■ Problem to solve:
In the data that follows, count each line holding the string "anchor"; answer with the number only.

■ Recorded information:
============

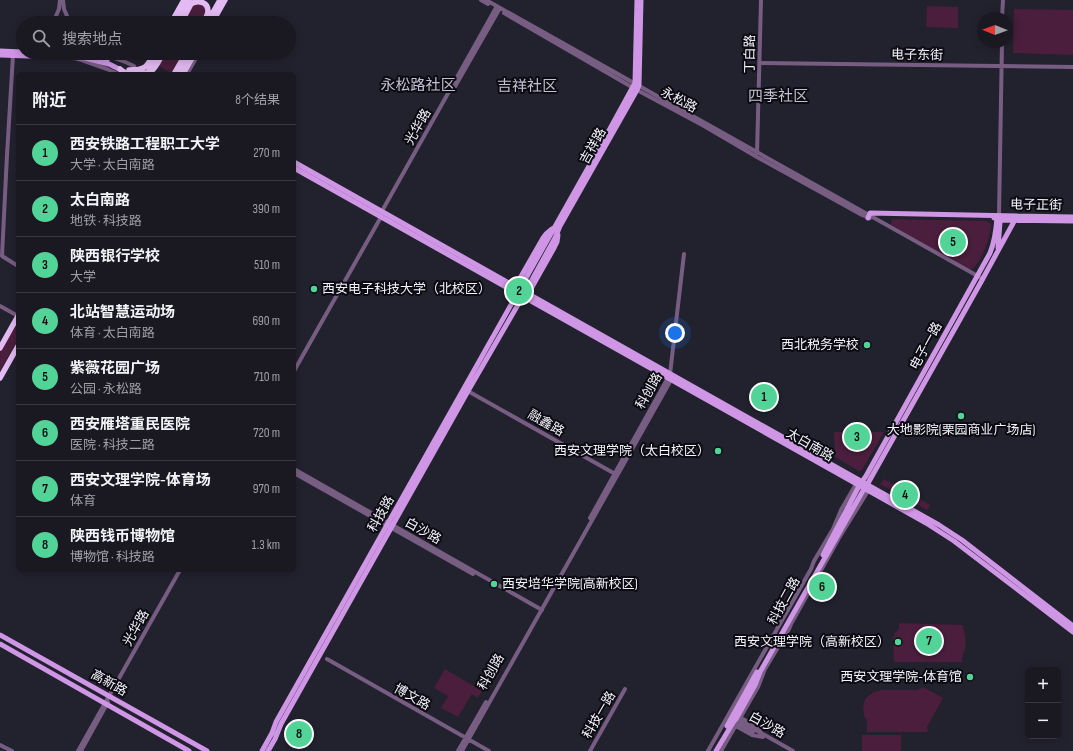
<!DOCTYPE html>
<html lang="zh">
<head>
<meta charset="utf-8">
<style>
	:root { --surface:#1a1922; --page:#23222a; --text:#f1f3f6; --muted:#9fa0a5; --line:#383840; --accent:#52d397 }
	body { margin:0; font-family:"Sofia Sans Condensed","Noto Sans SC",sans-serif; background:var(--page); color:var(--text) }
	.controls { position:absolute; right:12px; bottom:12px; display:grid; overflow:hidden; border-radius:6px; box-shadow:0 2px 10px #0003 }
	.controls button { width:36px; height:36px; display:grid; place-items:center; padding:0; border:0; border-bottom:1px solid var(--line); background:var(--surface); color:var(--text); font:20px sans-serif }
	.compass { position:absolute; left:977px; top:12px; width:36px; height:36px; border-radius:50%; background:var(--surface); box-shadow:0 2px 10px #0003; rotate:271deg }
	.you { position:absolute; left:675px; top:333px; width:14px; height:14px; margin:-10px; border:3px solid #fff; border-radius:50%; background:#1a73e8; box-shadow:0 0 0 6px #1a73e833 }
	.badge { display:grid; place-items:center; width:26px; height:26px; border-radius:50%; background:var(--accent); color:#111; font-size:13px; font-weight:700 }
	.pin { position:absolute; translate:-50% -50%; border:2px solid #fff; box-shadow:0 1px 4px #0006 }
	.list { margin:0; padding:0; list-style:none }
	h2 { display:flex; justify-content:space-between; align-items:center; height:52px; margin:0; padding:0 16px; font-size:17px }
	h2 small { font-size:13px; font-weight:400; color:var(--muted) }
	.list li { display:grid; grid-template-columns:26px 1fr auto; gap:12px; align-items:center; box-sizing:border-box; height:56px; padding:0 16px; border-top:1px solid var(--line) }
	.list b { display:block; font-size:15px; white-space:nowrap }
	.list p { margin:0; font-size:13px; white-space:nowrap; color:var(--muted) }
	.list em { font-size:13px; font-style:normal; color:var(--muted) }
	.icon { flex:none; width:22px; height:22px; fill:none; stroke:currentColor; stroke-width:2; stroke-linecap:round; stroke-linejoin:round }
	.map { position:relative; flex:none; width:1073px; height:751px; overflow:hidden }
	.search { position:absolute; background:var(--surface); box-shadow:0 2px 10px #0003; left:16px; top:16px; width:280px; height:44px; display:flex; align-items:center; gap:10px; box-sizing:border-box; padding:0 14px; border-radius:22px; color:var(--muted); font-size:15px }
	.panel { position:absolute; background:var(--surface); box-shadow:0 2px 10px #0003; left:16px; top:72px; width:280px; height:500px; border-radius:6px }
	.map>svg:first-child { display:block }
	.green { fill:#4a1e3c }
	.lines { fill:none; stroke-linecap:round; stroke-linejoin:round }
	.minor { stroke:#785d83; stroke-width:4 }
	.major { stroke:#cf96e5; stroke-width:5 }
	.highway { stroke:#e3baf3; stroke-width:5.5 }
	.highway-bridge { stroke:#e3baf3; stroke-width:5.5 }
	.poi-dot { fill:#52d397; stroke:#0c0b11; stroke-width:1.5 }
	.labels { text-anchor:middle; dominant-baseline:central; stroke-width:4; stroke-linejoin:round; paint-order:stroke }
	.street-label { font-size:13px; fill:#f4f3fd; stroke:#0c0b11 }
	.poi-label { font-size:13px; fill:#f4f3fd; stroke:#0c0b11; text-anchor:end }
	.quarter-label { font-size:15px; fill:#c2c0d2; stroke:#0c0b11 }
</style>
</head>
<body>
<div class="map">
<svg width="1073" height="751" viewBox="0 0 1073 751">
	<rect width="100%" height="100%" fill="#22212e"/>
	<path class="green" d="M202,2L206,10L200,23H182L193,5Z
		M927,6L958,7V28L926,27Z
		M1014,9L1073,10V55L1013,53Z
		M165,53H184L172,74L158,65Z
		M892,219L987,221L991,224C992,234 980,267 970,270L891,225Z
		M18,324V339L0,372V352L6,340Z
		M834,432H884L862,470L859,471L835,457Z
		M884,479L930,505L927,510L880,484Z
		M899,623L963,625C964,632 967,642 965,649C963,654 962,656 962,662H894L893,638L895,633L899,628Z
		M445,669L482,691L478,698L472,694L458,717L441,708L448,696L434,688Z
		M923,687L943,698L927,727L928,732H867V721L864,716L863,707L865,699L868,696L872,693L881,690H917Z
		M862,735H901V751H862Z"/>
	<g class="lines">
		<path class="minor" d="M63,0L64,9L70,23
			M481,0L488,4
			M486,0L983,279
			M504,13L637,90L704,126L757,157L862,215L870,218
			M55,18L68,19
			M1002,18L1003,0
			M53,23L59,9L60,0
			M101,53L123,61L134,66
			M13,55L7,155L2,256L18,266
			M76,58L107,69L118,74
			M760,63L1073,67
			M187,74L199,53
			M453,90L500,8
			M757,154L761,0
			M999,215L1002,42
			M0,306L18,316
			M294,371L381,217L382,211L497,6
			M466,390L617,475
			M294,469L542,610
			M294,473L473,574
			M590,518L669,376
			M327,659L489,751
			M741,718L756,726L760,731
			M738,720L793,751
			M739,724L753,732
			M736,726L752,735L763,737
			M0,745L12,751
			M78,751L180,570
			M81,751L108,702
			M458,751L486,702
			M462,751L671,380L670,374L684,254
			M590,751L625,689
			M708,751L811,569L814,561L833,529L841,510L856,484
			M721,751L758,687L765,669L789,629L791,624L839,538L868,491"/>
		<path class="major" d="M0,51L23,52
			M59,53L86,54L107,60
			M0,55L85,58L109,64L129,74
			M294,162L939,525L962,540L1073,626
			M294,168L926,523L954,541L1073,632
			M868,218L870,213L1073,217
			M994,218L1000,220L1073,221
			M998,248L1000,222V218
			M521,287L519,280L543,238L546,234L552,229
			M526,289L532,287L554,248L557,242L558,235
			M823,555L859,486L866,476L990,253C995,241 996,231 997,218
			M0,635L207,751
			M0,644L189,751
			M727,726L757,672
			M262,751L272,733L276,722L606,136L635,83L637,0
			M268,751L275,739L281,724L468,391L523,296L555,238L560,226L637,90L639,85L641,0
			M716,751L734,721L736,719L755,685L760,672L864,489L867,485L981,282L1017,216"/>
		<path class="highway" d="M171,23L184,0
			M176,23L189,0
			M181,23L191,4C197,0 208,1 208,11C208,15 205,19 203,23
			M207,23L220,0
			M212,23L225,0
			M120,69L125,74
			M129,70C146,70 147,67 154,53
			M133,73C154,75 154,70 163,53
			M174,74L186,53
			M179,74L191,53
			M183,74L195,53
			M0,348L18,316
			M0,378L18,346"/>
		<path class="highway-bridge" d="M147,74L159,53"/>
	</g>
	<g class="poi-dot">
		<circle cx="314" cy="289" r="4"/>
		<circle cx="867" cy="345" r="4"/>
		<circle cx="961" cy="416" r="4"/>
		<circle cx="718" cy="451" r="4"/>
		<circle cx="494" cy="584" r="4"/>
		<circle cx="898" cy="642" r="4"/>
		<circle cx="970" cy="677" r="4"/>
	</g>
	<g class="labels">
		<g class="street-label">
			<text transform="translate(750 54) rotate(-89)">丁白路</text>
			<text transform="translate(917 55) rotate(1)">电子东街</text>
			<text transform="translate(679 100) rotate(28)">永松路</text>
			<text transform="translate(418 127) rotate(-61)">光华路</text>
			<text transform="translate(593 146) rotate(-61)">吉祥路</text>
			<text transform="translate(1036 205) rotate(1)">电子正街</text>
			<text transform="translate(926 346) rotate(-61)">电子一路</text>
			<text transform="translate(649 391) rotate(-60)">科创路</text>
			<text transform="translate(546 423) rotate(30)">融鑫路</text>
			<text transform="translate(810 445) rotate(30)">太白南路</text>
			<text transform="translate(381 514) rotate(-60)">科技路</text>
			<text transform="translate(423 531) rotate(29)">白沙路</text>
			<text transform="translate(784 601) rotate(-61)">科技二路</text>
			<text transform="translate(136 628) rotate(-61)">光华路</text>
			<text transform="translate(491 672) rotate(-60)">科创路</text>
			<text transform="translate(109 683) rotate(29)">高新路</text>
			<text transform="translate(412 697) rotate(29)">博文路</text>
			<text transform="translate(599 715) rotate(-60)">科技一路</text>
			<text transform="translate(767 725) rotate(29)">白沙路</text>
		</g>
		<g class="poi-label">
			<text x="322" y="289" text-anchor="start">西安电子科技大学（北校区）</text>
			<text x="859" y="345">西北税务学校</text>
			<text x="961" y="430" text-anchor="middle">大地影院(栗园商业广场店)</text>
			<text x="710" y="451">西安文理学院（太白校区）</text>
			<text x="502" y="584" text-anchor="start">西安培华学院(高新校区)</text>
			<text x="890" y="642">西安文理学院（高新校区）</text>
			<text x="962" y="677">西安文理学院-体育馆</text>
		</g>
		<g class="quarter-label">
			<text x="418" y="85">永松路社区</text>
			<text x="527" y="86">吉祥社区</text>
			<text x="778" y="96">四季社区</text>
		</g>
	</g>
</svg>
<div class="controls">
<button>+</button>
<button>−</button>
</div>
<svg class="compass" viewBox="-18 -18 36 36"><path d="M0-13l5 13h-10z" fill="#e53935"/><path d="M0 13l5-13h-10z" fill="#9fa0a5"/></svg>
<div class="you"></div>
<div class="pin badge" style="left:764px;top:397px">1</div>
<div class="pin badge" style="left:519px;top:291px">2</div>
<div class="pin badge" style="left:857px;top:437px">3</div>
<div class="pin badge" style="left:905px;top:495px">4</div>
<div class="pin badge" style="left:953px;top:242px">5</div>
<div class="pin badge" style="left:822px;top:587px">6</div>
<div class="pin badge" style="left:929px;top:641px">7</div>
<div class="pin badge" style="left:299px;top:734px">8</div>
<div class="search"><svg class="icon" aria-label="search" viewBox="0 0 24 24"><circle cx="10" cy="10" r="6"/><path d="M15 15l6 6"/></svg>搜索地点</div>
<section class="panel">
<h2>附近<small>8个结果</small></h2>
<ul class="list">
<li><span class="badge">1</span><div><b>西安铁路工程职工大学</b><p>大学 · 太白南路</p></div><em>270 m</em></li>
<li><span class="badge">2</span><div><b>太白南路</b><p>地铁 · 科技路</p></div><em>390 m</em></li>
<li><span class="badge">3</span><div><b>陕西银行学校</b><p>大学</p></div><em>510 m</em></li>
<li><span class="badge">4</span><div><b>北站智慧运动场</b><p>体育 · 太白南路</p></div><em>690 m</em></li>
<li><span class="badge">5</span><div><b>紫薇花园广场</b><p>公园 · 永松路</p></div><em>710 m</em></li>
<li><span class="badge">6</span><div><b>西安雁塔重民医院</b><p>医院 · 科技二路</p></div><em>720 m</em></li>
<li><span class="badge">7</span><div><b>西安文理学院-体育场</b><p>体育</p></div><em>970 m</em></li>
<li><span class="badge">8</span><div><b>陕西钱币博物馆</b><p>博物馆 · 科技路</p></div><em>1.3 km</em></li>
</ul>
</section>
</div>
</body>
</html>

============

■ Task response:
5